GOSTAVA QUE AS MINHAS MENINAS E TODOS OS MENINOS DO MUNDO TIVESSEM UMA BISA ALBERTINA PARA SEREM UMA AVÓ!

Mãe Sisa 27 de novembro de 2008 às 23:18  

Obrigado por me fazeres chorar baba e ranho (o que vale é q os meus homens já estão a dormir e ninguém vê!!!)
Bem... a minha avó não é assim, nem nunca o foi. Infelizmente aquela que o seria, com toda a certeza, foi para Aquele sítio melhor quando eu tinha apenas 2 anos e meio e no entanto lembro-me dela como se tivesse sido ontem!

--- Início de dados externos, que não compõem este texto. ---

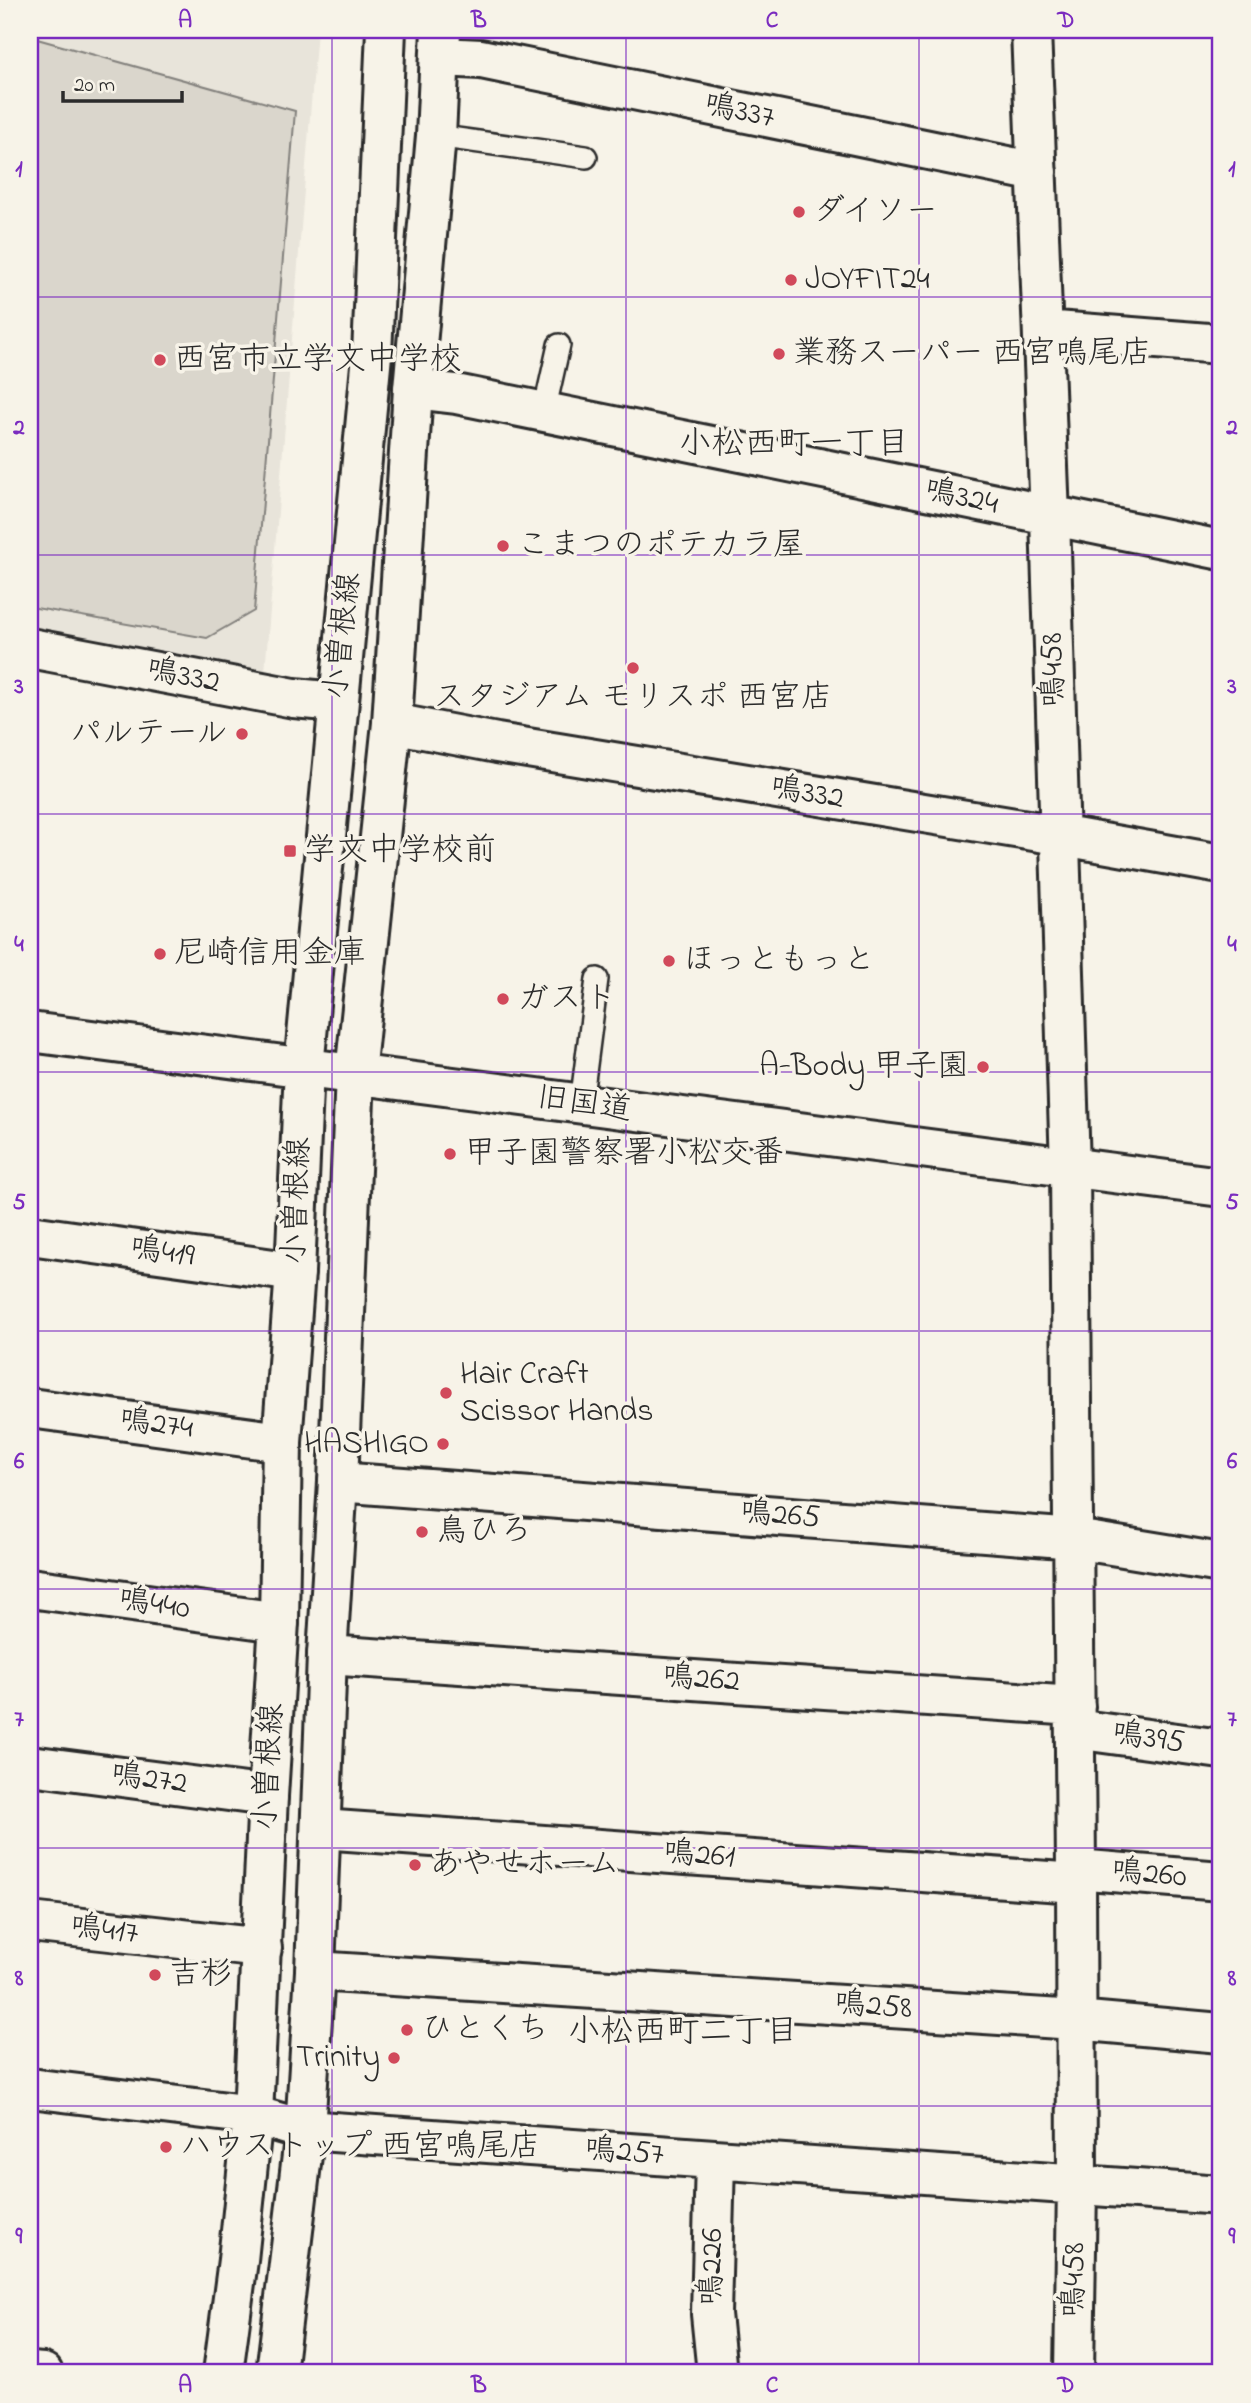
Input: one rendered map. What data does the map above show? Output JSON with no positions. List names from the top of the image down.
{
  "streets": {
    "street": [
      "鳴337",
      "鳴324",
      "小曽根線",
      "鳴458",
      "鳴332",
      "旧国道",
      "鳴419",
      "鳴274",
      "鳴265",
      "鳴440",
      "鳴262",
      "鳴395",
      "鳴272",
      "鳴261",
      "鳴260",
      "鳴417",
      "鳴258",
      "鳴257",
      "鳴226"
    ]
  },
  "crossings": [
    ["鳴337", "小曽根線"],
    ["鳴337", "鳴458"],
    ["鳴324", "小曽根線"],
    ["鳴324", "鳴458"],
    ["小曽根線", "鳴332"],
    ["小曽根線", "旧国道"],
    ["小曽根線", "鳴419"],
    ["小曽根線", "鳴274"],
    ["小曽根線", "鳴265"],
    ["小曽根線", "鳴440"],
    ["小曽根線", "鳴262"],
    ["小曽根線", "鳴272"],
    ["小曽根線", "鳴261"],
    ["小曽根線", "鳴417"],
    ["小曽根線", "鳴258"],
    ["小曽根線", "鳴257"],
    ["鳴458", "鳴332"],
    ["鳴458", "旧国道"],
    ["鳴458", "鳴265"],
    ["鳴458", "鳴262"],
    ["鳴458", "鳴395"],
    ["鳴458", "鳴261"],
    ["鳴458", "鳴260"],
    ["鳴458", "鳴258"],
    ["鳴458", "鳴257"],
    ["鳴262", "鳴395"],
    ["鳴261", "鳴260"],
    ["鳴257", "鳴226"]
  ],
  "districts": ["小松西町一丁目", "小松西町二丁目"],
  "places": {
    "other": [
      "ダイソー",
      "JOYFIT24",
      "業務スーパー 西宮鳴尾店",
      "西宮市立学文中学校",
      "こまつのポテカラ屋",
      "スタジアム モリスポ 西宮店",
      "パルテール",
      "尼崎信用金庫",
      "ほっともっと",
      "ガスト",
      "A-Body 甲子園",
      "甲子園警察署小松交番",
      "Hair Craft Scissor Hands",
      "HASHIGO",
      "鳥ひろ",
      "あやせホーム",
      "吉杉",
      "ひとくち",
      "Trinity",
      "ハウストップ 西宮鳴尾店"
    ],
    "transit": ["学文中学校前"]
  },
  "scale_bar": "20 m",
  "grid": {
    "columns": [
      "A",
      "B",
      "C",
      "D"
    ],
    "rows": [
      "1",
      "2",
      "3",
      "4",
      "5",
      "6",
      "7",
      "8",
      "9"
    ]
  }
}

o que me descansa o coração é que, com a graça de Deus, o meu filho tem A Avó.

Mary Claude 28 de novembro de 2008 às 11:07  

Não era possível deixar de sentir o quanto sei da verdade nestas tuas palavras... porque te conheço e os conheço a eles! E ainda bem, porque são a nossa família, lá naquele nosso cantinho.
E que és uma sortuda por ainda os teres na tua vida... os meus avós fazem apenas parte da minha história, do meu coração e muita saudade tenho eu dos tempos em que ainda fazim parte do mundo dos vivos...
Ainda bem que escreveste este post, os avós merecem!
bj grande!

MC 28 de novembro de 2008 às 21:48  

Quem acabou a chorar e a fungar fui eu.. Tenho tantas saudades da minha avó materna que era tão doce e meiga.. já la vão 3 anos e meio e tem dias que parece que foi ontem e outros que parece que foi há uma eternidade.. Hoje moro com o meu avô e muitas vezes ao jantar lembramo-nos de tantas pequenas enormes coisas como a mania que ela tinha de endireitar as franjas do "napron" (se é que se escreve assim) quando acabamos de levantar a mesa.. enfim as pessoas vão mas apenas fisicamente, enquanto viverem no nosso coração estão sempre connosco!

luís.r 29 de novembro de 2008 às 17:09  

Foi com os meus que aprendi como se perde para sempre alguém que amamos. Mas é a foto da minha avózinha que ainda hoje tenho na minha secetária. Saudade, muita saudade.